Repeat every record below exactly, but leave out any pictures.

━━━━━━━━━━━━━━━━━━━━━━━━━━━━━━

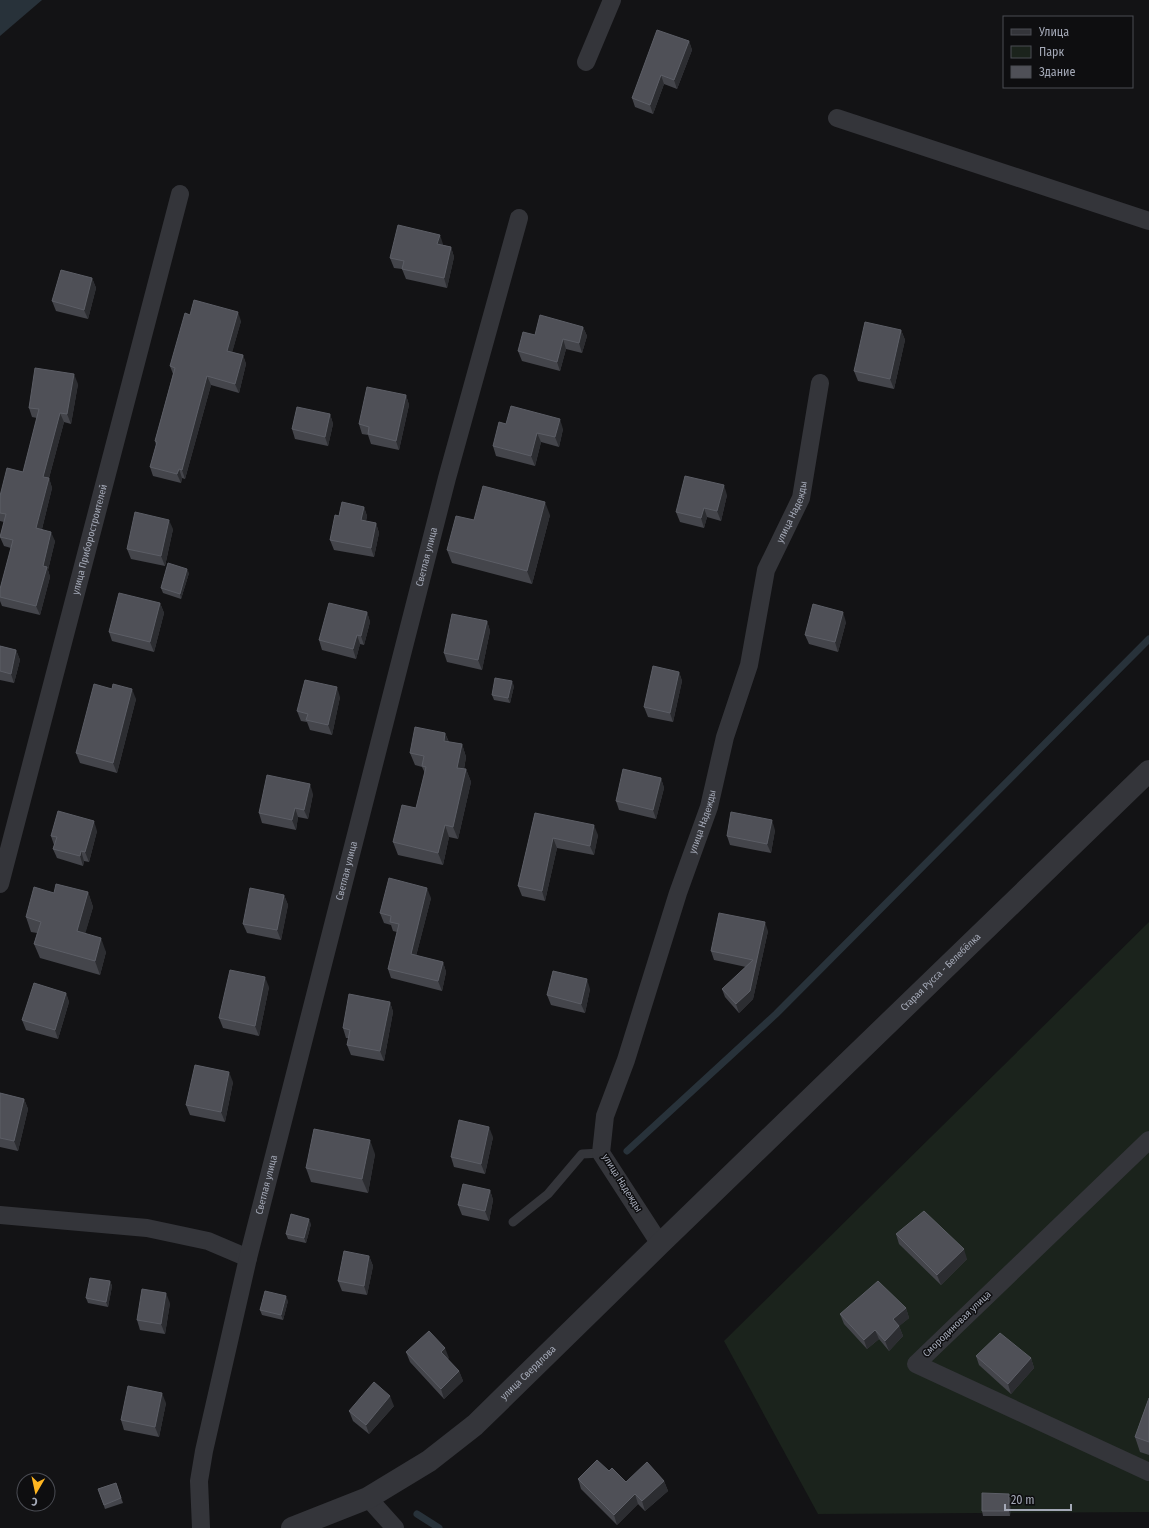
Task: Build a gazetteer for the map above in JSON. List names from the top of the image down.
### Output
{
  "streets": {
    "street": [
      "улица Надежды",
      "улица Приборостроителей",
      "Светлая улица",
      "Старая Русса - Белебёлка",
      "Смородиновая улица",
      "улица Свердлова"
    ]
  },
  "crossings": [
    ["улица Надежды", "улица Свердлова"],
    ["Старая Русса - Белебёлка", "улица Свердлова"]
  ],
  "legend": ["Улица", "Парк", "Здание"],
  "scale_bar": "20 m",
  "north": "bottom"
}
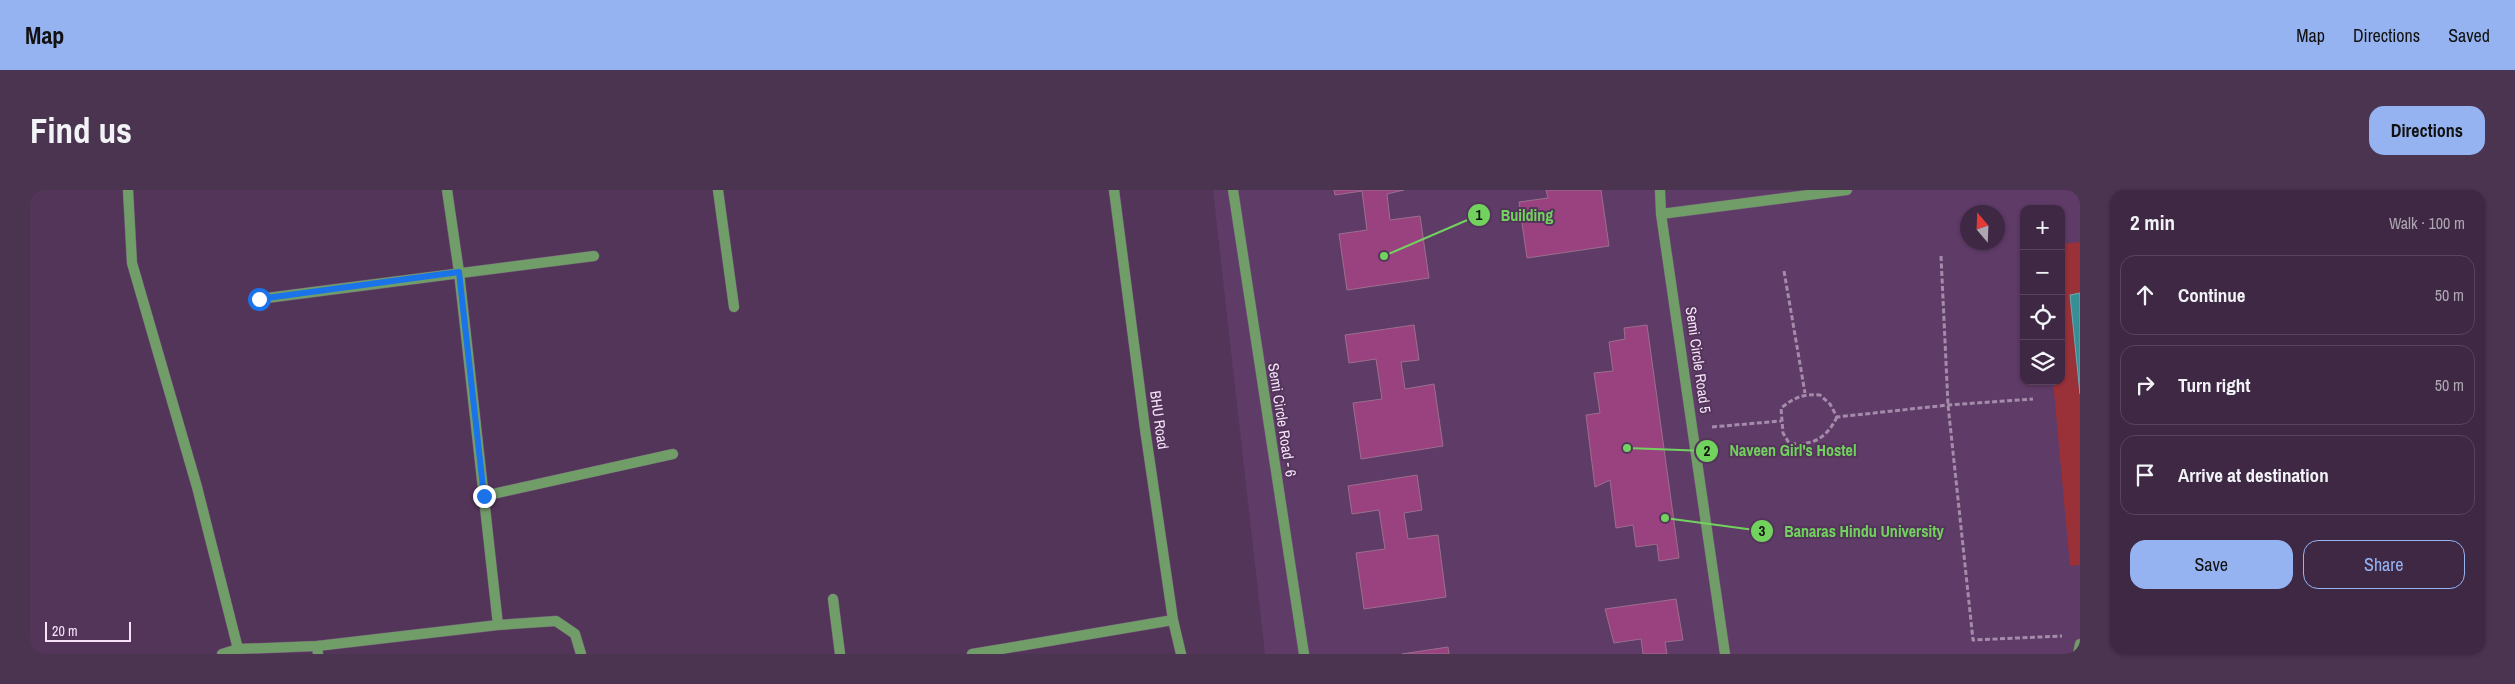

━━━━━━━━━━━━━━━━━━━━━━━━━━━━━━

Completed exercise -
Task: Build a gazetteer for the map above in JSON. List names from the top of the image down.
### Output
{
  "streets": {
    "street": [
      "улица Надежды",
      "улица Приборостроителей",
      "Светлая улица",
      "Старая Русса - Белебёлка",
      "Смородиновая улица",
      "улица Свердлова"
    ]
  },
  "crossings": [
    ["улица Надежды", "улица Свердлова"],
    ["Старая Русса - Белебёлка", "улица Свердлова"]
  ],
  "legend": ["Улица", "Парк", "Здание"],
  "scale_bar": "20 m",
  "north": "bottom"
}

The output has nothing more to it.